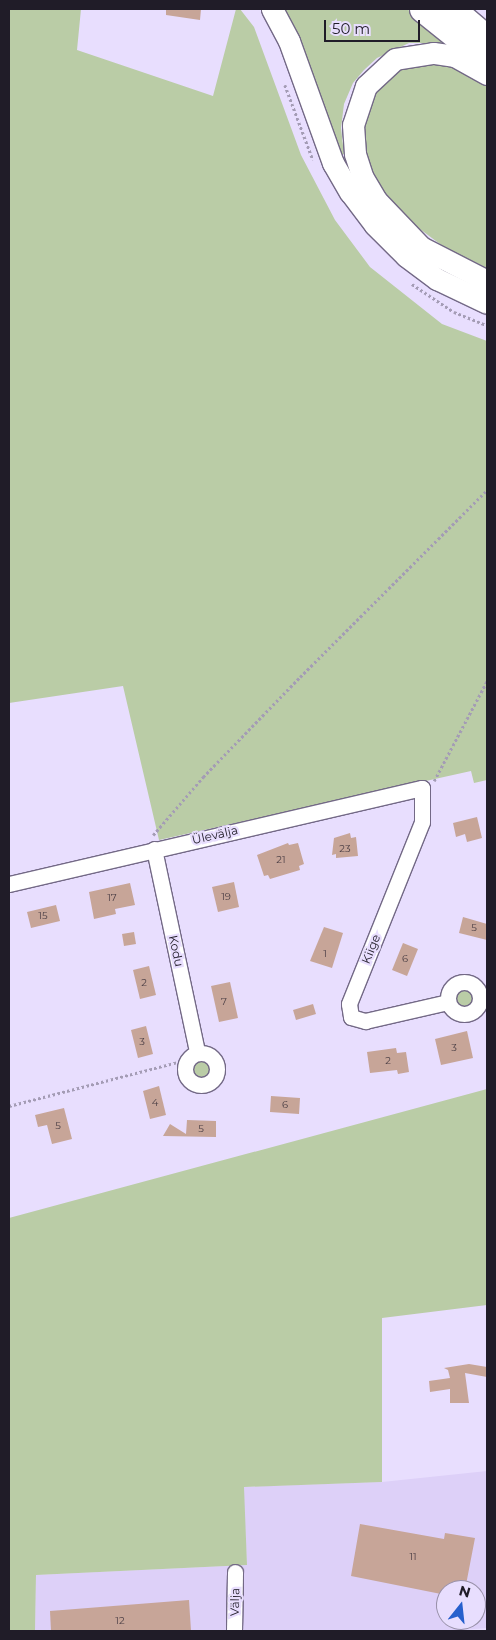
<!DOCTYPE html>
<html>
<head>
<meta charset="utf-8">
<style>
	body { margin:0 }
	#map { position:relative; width:496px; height:1640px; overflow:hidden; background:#e8defe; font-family:Montserrat,sans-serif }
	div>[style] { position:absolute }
	.built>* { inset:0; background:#ddd0f8 }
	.green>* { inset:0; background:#bacca6 }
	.round { border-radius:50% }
	.building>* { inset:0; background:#c7a598 }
	.path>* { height:2.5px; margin-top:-1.25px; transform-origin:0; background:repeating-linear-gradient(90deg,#a49cb5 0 2.5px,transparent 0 5px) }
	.roads { filter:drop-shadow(1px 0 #736986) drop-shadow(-1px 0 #736986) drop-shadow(0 1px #736986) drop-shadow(0 -1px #736986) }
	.minor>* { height:15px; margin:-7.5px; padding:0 7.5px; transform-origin:7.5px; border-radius:7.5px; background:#fff }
	.minor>.ring { margin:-7.5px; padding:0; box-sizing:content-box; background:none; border:15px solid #fff; border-radius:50% }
	.secondary>* { height:21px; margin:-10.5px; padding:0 10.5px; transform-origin:10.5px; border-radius:10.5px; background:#fff }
	.trunk>* { height:25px; margin:-12.5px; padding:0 12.5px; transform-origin:12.5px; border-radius:12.5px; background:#fff }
	span { translate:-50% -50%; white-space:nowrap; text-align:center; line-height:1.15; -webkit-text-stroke:4.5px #e8defe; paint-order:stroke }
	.number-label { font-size:10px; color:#4a3e44 }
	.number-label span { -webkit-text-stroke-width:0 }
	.street-label { font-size:12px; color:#201c28 }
	.frame { position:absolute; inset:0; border:10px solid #201c28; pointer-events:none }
	.north { position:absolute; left:436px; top:1580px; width:50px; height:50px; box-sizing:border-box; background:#e8defe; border:1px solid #9890a8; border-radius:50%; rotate:16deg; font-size:14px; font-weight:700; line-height:20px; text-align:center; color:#201c28 }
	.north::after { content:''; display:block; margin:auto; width:18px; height:22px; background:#2760cd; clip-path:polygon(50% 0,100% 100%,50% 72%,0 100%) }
	.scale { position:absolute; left:324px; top:20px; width:96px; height:22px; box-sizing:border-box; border:2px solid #201c28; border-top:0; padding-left:6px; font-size:15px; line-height:18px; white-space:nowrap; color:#201c28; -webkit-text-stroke:4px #e8defe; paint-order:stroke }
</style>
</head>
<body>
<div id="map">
	<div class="built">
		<div style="clip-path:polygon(evenodd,487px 1471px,487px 1628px,450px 1631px,35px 1631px,36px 1575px,247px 1565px,243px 1487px,382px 1482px,487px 1471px,446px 1590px,476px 1590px,476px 1620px,446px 1620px,446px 1590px)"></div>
	</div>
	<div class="green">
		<div style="clip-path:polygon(9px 9px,81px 9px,77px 50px,213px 96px,236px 9px,240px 9px,254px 27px,301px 155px,335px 220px,370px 267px,442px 324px,487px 341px,487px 780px,474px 783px,471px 771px,159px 840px,123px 686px,9px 703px)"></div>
		<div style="clip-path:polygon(281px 9px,407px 9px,452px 43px,409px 43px,377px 58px,364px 70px,353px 83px,344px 104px,341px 128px,344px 154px,337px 157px)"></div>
		<div style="clip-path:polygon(446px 62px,487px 82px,487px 268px,444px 247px,405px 218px,381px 191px,367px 165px,361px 132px,375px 89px,389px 75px,409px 65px)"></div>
		<div class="round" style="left:453px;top:986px;width:22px;height:22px"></div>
		<div class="round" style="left:190px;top:1058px;width:22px;height:22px"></div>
		<div style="clip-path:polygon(487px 1089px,487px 1305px,382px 1318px,382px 1482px,244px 1487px,247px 1565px,36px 1575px,35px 1631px,9px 1631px,9px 1218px)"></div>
	</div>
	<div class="building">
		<div style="clip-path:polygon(166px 9px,201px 9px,200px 20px,166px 15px)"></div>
		<div style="clip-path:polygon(477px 817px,482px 838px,467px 842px,465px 834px,456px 837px,453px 823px)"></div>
		<div style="clip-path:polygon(350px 833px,351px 838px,356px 837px,358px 856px,336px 858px,336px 854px,332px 855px,334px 838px)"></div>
		<div style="clip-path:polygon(288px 843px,289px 845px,298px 843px,304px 864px,299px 866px,300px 870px,270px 879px,268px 875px,264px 876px,257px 855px)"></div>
		<div style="clip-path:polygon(234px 882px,239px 907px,218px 912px,212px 887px)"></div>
		<div style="clip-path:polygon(130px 883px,135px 905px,115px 909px,116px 914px,94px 919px,89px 892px)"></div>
		<div style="clip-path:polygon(56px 905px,60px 921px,31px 928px,27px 912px)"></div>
		<div style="clip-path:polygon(463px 917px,487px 924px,487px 940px,459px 933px)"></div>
		<div style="clip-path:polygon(324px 927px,343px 933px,332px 968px,310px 961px)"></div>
		<div style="clip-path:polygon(134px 932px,136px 944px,124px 946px,122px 934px)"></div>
		<div style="clip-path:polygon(403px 943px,418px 949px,407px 976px,392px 970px)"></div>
		<div style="clip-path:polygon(149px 966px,156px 995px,140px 999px,133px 970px)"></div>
		<div style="clip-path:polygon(230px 982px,238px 1018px,219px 1022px,211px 986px)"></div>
		<div style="clip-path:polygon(313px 1004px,316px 1014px,296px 1020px,293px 1010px)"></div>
		<div style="clip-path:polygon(146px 1026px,153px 1054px,138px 1058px,131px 1030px)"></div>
		<div style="clip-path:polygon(467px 1031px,473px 1058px,441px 1065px,435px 1039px)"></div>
		<div style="clip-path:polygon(396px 1048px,397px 1053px,406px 1052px,409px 1072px,398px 1074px,397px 1070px,370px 1073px,367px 1052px)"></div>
		<div style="clip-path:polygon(159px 1086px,166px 1115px,150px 1119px,143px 1091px)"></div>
		<div style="clip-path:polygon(271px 1096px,300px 1098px,299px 1114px,270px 1112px)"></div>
		<div style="clip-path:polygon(64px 1108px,72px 1139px,52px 1144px,47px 1125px,38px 1127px,35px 1115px)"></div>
		<div style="clip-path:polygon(187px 1120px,216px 1121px,216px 1137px,163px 1136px,170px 1124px,186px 1134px)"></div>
		<div style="clip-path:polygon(469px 1364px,487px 1367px,487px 1377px,465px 1373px,469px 1403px,450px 1403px,450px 1389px,430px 1392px,429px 1381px,450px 1378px,448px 1370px,444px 1368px)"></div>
		<div style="clip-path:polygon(360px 1524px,444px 1539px,445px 1533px,475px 1538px,465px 1590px,446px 1590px,446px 1595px,351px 1576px)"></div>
		<div style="clip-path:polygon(189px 1600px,191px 1631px,51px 1631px,50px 1611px)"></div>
	</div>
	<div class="path">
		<div style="left:285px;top:85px;width:80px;rotate:69.5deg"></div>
		<div style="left:412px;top:284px;width:50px;rotate:33.7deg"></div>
		<div style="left:454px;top:312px;width:35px;rotate:22deg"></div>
		<div style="left:434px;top:781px;width:113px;rotate:-62.1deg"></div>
		<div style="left:153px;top:835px;width:77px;rotate:-49.2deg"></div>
		<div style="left:203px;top:777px;width:139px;rotate:-45.9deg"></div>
		<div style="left:300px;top:677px;width:264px;rotate:-45deg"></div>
		<div style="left:9px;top:1106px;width:183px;rotate:-14.6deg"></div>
	</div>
	<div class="roads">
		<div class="minor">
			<div style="left:154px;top:849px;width:208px;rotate:78deg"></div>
			<div style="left:9px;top:884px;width:424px;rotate:-13.1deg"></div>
			<div style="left:422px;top:788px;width:34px;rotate:90deg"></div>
			<div style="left:422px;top:822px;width:196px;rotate:111.9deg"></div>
			<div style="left:349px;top:1004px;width:13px;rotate:81deg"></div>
			<div style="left:351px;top:1017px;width:15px;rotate:16deg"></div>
			<div style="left:365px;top:1021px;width:85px;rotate:-12.9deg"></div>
			<div class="ring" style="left:448px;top:982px;width:17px;height:17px"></div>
			<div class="ring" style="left:185px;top:1053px;width:17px;height:17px"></div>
			<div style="left:234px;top:1631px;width:59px;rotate:-89deg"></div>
		</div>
		<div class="secondary">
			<div style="left:272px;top:9px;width:36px;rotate:62deg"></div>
			<div style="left:289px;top:41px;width:130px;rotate:70.2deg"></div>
			<div style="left:333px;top:163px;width:34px;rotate:60deg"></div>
			<div style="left:350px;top:192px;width:41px;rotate:52.9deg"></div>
			<div style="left:375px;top:225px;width:44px;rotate:45deg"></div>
			<div style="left:406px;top:256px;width:39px;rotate:37deg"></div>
			<div style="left:437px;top:279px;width:55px;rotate:25.6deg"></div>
			<div style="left:487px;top:74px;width:37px;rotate:-151deg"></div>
			<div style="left:455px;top:56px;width:22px;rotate:-172deg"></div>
			<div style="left:433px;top:53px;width:38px;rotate:171deg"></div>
			<div style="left:395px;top:59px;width:40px;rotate:137deg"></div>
			<div style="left:366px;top:86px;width:41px;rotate:108.4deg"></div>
			<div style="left:353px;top:125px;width:29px;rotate:86deg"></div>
			<div style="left:355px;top:154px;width:25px;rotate:72deg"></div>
			<div style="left:363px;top:178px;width:26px;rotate:59deg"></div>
			<div style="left:376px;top:200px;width:65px;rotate:46.2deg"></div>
			<div style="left:421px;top:247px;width:74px;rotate:27.3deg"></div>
		</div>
		<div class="trunk">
			<div style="left:422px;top:9px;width:83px;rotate:38.7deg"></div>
			<div style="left:453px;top:9px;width:45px;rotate:40.5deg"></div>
		</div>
	</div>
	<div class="number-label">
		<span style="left:345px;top:849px">23</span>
		<span style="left:281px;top:860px">21</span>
		<span style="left:226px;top:897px">19</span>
		<span style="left:112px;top:898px">17</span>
		<span style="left:43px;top:916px">15</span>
		<span style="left:474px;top:928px">5</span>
		<span style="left:325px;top:954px">1</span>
		<span style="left:405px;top:959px">6</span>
		<span style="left:144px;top:983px">2</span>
		<span style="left:224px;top:1002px">7</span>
		<span style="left:142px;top:1042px">3</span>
		<span style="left:454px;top:1048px">3</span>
		<span style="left:388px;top:1061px">2</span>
		<span style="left:155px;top:1103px">4</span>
		<span style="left:285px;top:1105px">6</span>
		<span style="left:58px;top:1126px">5</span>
		<span style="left:201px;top:1129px">5</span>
		<span style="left:413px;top:1557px">11</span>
		<span style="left:120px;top:1621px">12</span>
	</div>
	<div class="street-label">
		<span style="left:215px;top:835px;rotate:-13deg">Ülevälja</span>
		<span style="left:371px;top:949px;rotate:-68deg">Kiige</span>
		<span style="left:176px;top:951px;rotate:78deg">Kodu</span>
		<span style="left:235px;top:1602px;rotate:-89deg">Välja</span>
	</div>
	<div class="frame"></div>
	<div class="north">N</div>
	<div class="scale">50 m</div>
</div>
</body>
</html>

════════

*Task to complete*.
Please return each line of the data above in which the word "number" occurs.

*Result of this task*.
	.number-label { font-size:10px; color:#4a3e44 }
	.number-label span { -webkit-text-stroke-width:0 }
	<div class="number-label">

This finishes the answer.